**The data:**
- Opening Delimiter -

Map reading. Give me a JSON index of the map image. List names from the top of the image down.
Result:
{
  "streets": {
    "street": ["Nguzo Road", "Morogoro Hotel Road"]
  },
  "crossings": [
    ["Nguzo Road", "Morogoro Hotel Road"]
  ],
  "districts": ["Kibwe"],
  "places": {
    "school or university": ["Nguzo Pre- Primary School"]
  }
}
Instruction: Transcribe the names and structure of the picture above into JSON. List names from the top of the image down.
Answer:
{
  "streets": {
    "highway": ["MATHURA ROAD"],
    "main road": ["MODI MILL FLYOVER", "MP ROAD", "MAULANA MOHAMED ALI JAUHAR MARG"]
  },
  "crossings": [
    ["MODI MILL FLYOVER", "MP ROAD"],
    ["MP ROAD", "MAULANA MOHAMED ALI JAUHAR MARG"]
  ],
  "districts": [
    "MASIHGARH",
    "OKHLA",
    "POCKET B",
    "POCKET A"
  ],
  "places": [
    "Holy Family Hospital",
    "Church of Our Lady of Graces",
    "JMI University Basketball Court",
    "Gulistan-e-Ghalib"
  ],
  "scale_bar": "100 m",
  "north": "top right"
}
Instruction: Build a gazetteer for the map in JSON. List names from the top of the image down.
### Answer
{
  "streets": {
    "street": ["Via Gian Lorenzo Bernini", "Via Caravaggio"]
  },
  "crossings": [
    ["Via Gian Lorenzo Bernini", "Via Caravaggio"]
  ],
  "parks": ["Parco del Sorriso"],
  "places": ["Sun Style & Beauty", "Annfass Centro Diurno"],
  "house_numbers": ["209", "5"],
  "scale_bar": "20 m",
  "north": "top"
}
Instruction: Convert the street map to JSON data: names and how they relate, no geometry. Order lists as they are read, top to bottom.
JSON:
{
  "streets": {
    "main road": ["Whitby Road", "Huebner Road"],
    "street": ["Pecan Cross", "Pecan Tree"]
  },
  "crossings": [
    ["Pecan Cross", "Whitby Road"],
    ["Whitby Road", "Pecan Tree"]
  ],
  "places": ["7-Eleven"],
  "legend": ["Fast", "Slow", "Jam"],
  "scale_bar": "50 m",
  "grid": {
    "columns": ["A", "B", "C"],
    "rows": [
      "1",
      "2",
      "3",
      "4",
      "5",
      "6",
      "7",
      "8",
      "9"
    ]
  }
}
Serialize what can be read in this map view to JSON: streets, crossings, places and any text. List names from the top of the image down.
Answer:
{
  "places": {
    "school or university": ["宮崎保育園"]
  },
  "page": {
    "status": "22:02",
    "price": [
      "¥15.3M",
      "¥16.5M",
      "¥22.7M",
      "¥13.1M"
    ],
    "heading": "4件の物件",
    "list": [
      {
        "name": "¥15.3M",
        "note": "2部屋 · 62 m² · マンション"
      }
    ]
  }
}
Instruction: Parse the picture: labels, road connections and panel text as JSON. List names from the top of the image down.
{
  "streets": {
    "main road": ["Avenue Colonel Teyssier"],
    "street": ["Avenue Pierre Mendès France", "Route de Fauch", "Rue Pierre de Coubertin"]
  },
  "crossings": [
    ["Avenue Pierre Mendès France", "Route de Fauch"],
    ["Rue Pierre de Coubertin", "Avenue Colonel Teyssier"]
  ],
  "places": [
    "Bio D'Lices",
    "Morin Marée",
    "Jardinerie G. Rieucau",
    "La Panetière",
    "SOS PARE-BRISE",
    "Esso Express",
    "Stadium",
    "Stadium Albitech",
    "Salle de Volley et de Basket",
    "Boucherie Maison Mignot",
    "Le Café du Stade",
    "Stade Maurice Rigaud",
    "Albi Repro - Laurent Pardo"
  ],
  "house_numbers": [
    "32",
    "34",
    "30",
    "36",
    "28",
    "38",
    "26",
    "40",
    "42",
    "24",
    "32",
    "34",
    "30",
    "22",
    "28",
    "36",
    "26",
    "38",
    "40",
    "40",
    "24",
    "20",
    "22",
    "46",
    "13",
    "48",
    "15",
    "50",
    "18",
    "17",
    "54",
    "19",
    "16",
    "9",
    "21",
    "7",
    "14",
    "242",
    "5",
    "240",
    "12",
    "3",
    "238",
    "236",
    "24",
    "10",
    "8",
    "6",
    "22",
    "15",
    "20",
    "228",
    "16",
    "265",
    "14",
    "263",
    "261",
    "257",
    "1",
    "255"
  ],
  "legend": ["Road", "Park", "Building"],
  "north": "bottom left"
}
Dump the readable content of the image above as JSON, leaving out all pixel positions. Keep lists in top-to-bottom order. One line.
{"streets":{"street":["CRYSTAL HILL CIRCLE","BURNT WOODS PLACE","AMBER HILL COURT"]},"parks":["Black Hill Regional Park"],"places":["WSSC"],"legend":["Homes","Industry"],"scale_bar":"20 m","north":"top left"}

- Closing Delimiter -

**Work to complete:** Your task is to reproduce the full listing exactly.

**Solution:**
Map reading. Give me a JSON index of the map image. List names from the top of the image down.
Result:
{
  "streets": {
    "street": ["Nguzo Road", "Morogoro Hotel Road"]
  },
  "crossings": [
    ["Nguzo Road", "Morogoro Hotel Road"]
  ],
  "districts": ["Kibwe"],
  "places": {
    "school or university": ["Nguzo Pre- Primary School"]
  }
}
Instruction: Transcribe the names and structure of the picture above into JSON. List names from the top of the image down.
Answer:
{
  "streets": {
    "highway": ["MATHURA ROAD"],
    "main road": ["MODI MILL FLYOVER", "MP ROAD", "MAULANA MOHAMED ALI JAUHAR MARG"]
  },
  "crossings": [
    ["MODI MILL FLYOVER", "MP ROAD"],
    ["MP ROAD", "MAULANA MOHAMED ALI JAUHAR MARG"]
  ],
  "districts": [
    "MASIHGARH",
    "OKHLA",
    "POCKET B",
    "POCKET A"
  ],
  "places": [
    "Holy Family Hospital",
    "Church of Our Lady of Graces",
    "JMI University Basketball Court",
    "Gulistan-e-Ghalib"
  ],
  "scale_bar": "100 m",
  "north": "top right"
}
Instruction: Build a gazetteer for the map in JSON. List names from the top of the image down.
### Answer
{
  "streets": {
    "street": ["Via Gian Lorenzo Bernini", "Via Caravaggio"]
  },
  "crossings": [
    ["Via Gian Lorenzo Bernini", "Via Caravaggio"]
  ],
  "parks": ["Parco del Sorriso"],
  "places": ["Sun Style & Beauty", "Annfass Centro Diurno"],
  "house_numbers": ["209", "5"],
  "scale_bar": "20 m",
  "north": "top"
}
Instruction: Convert the street map to JSON data: names and how they relate, no geometry. Order lists as they are read, top to bottom.
JSON:
{
  "streets": {
    "main road": ["Whitby Road", "Huebner Road"],
    "street": ["Pecan Cross", "Pecan Tree"]
  },
  "crossings": [
    ["Pecan Cross", "Whitby Road"],
    ["Whitby Road", "Pecan Tree"]
  ],
  "places": ["7-Eleven"],
  "legend": ["Fast", "Slow", "Jam"],
  "scale_bar": "50 m",
  "grid": {
    "columns": ["A", "B", "C"],
    "rows": [
      "1",
      "2",
      "3",
      "4",
      "5",
      "6",
      "7",
      "8",
      "9"
    ]
  }
}
Serialize what can be read in this map view to JSON: streets, crossings, places and any text. List names from the top of the image down.
Answer:
{
  "places": {
    "school or university": ["宮崎保育園"]
  },
  "page": {
    "status": "22:02",
    "price": [
      "¥15.3M",
      "¥16.5M",
      "¥22.7M",
      "¥13.1M"
    ],
    "heading": "4件の物件",
    "list": [
      {
        "name": "¥15.3M",
        "note": "2部屋 · 62 m² · マンション"
      }
    ]
  }
}
Instruction: Parse the picture: labels, road connections and panel text as JSON. List names from the top of the image down.
{
  "streets": {
    "main road": ["Avenue Colonel Teyssier"],
    "street": ["Avenue Pierre Mendès France", "Route de Fauch", "Rue Pierre de Coubertin"]
  },
  "crossings": [
    ["Avenue Pierre Mendès France", "Route de Fauch"],
    ["Rue Pierre de Coubertin", "Avenue Colonel Teyssier"]
  ],
  "places": [
    "Bio D'Lices",
    "Morin Marée",
    "Jardinerie G. Rieucau",
    "La Panetière",
    "SOS PARE-BRISE",
    "Esso Express",
    "Stadium",
    "Stadium Albitech",
    "Salle de Volley et de Basket",
    "Boucherie Maison Mignot",
    "Le Café du Stade",
    "Stade Maurice Rigaud",
    "Albi Repro - Laurent Pardo"
  ],
  "house_numbers": [
    "32",
    "34",
    "30",
    "36",
    "28",
    "38",
    "26",
    "40",
    "42",
    "24",
    "32",
    "34",
    "30",
    "22",
    "28",
    "36",
    "26",
    "38",
    "40",
    "40",
    "24",
    "20",
    "22",
    "46",
    "13",
    "48",
    "15",
    "50",
    "18",
    "17",
    "54",
    "19",
    "16",
    "9",
    "21",
    "7",
    "14",
    "242",
    "5",
    "240",
    "12",
    "3",
    "238",
    "236",
    "24",
    "10",
    "8",
    "6",
    "22",
    "15",
    "20",
    "228",
    "16",
    "265",
    "14",
    "263",
    "261",
    "257",
    "1",
    "255"
  ],
  "legend": ["Road", "Park", "Building"],
  "north": "bottom left"
}
Dump the readable content of the image above as JSON, leaving out all pixel positions. Keep lists in top-to-bottom order. One line.
{"streets":{"street":["CRYSTAL HILL CIRCLE","BURNT WOODS PLACE","AMBER HILL COURT"]},"parks":["Black Hill Regional Park"],"places":["WSSC"],"legend":["Homes","Industry"],"scale_bar":"20 m","north":"top left"}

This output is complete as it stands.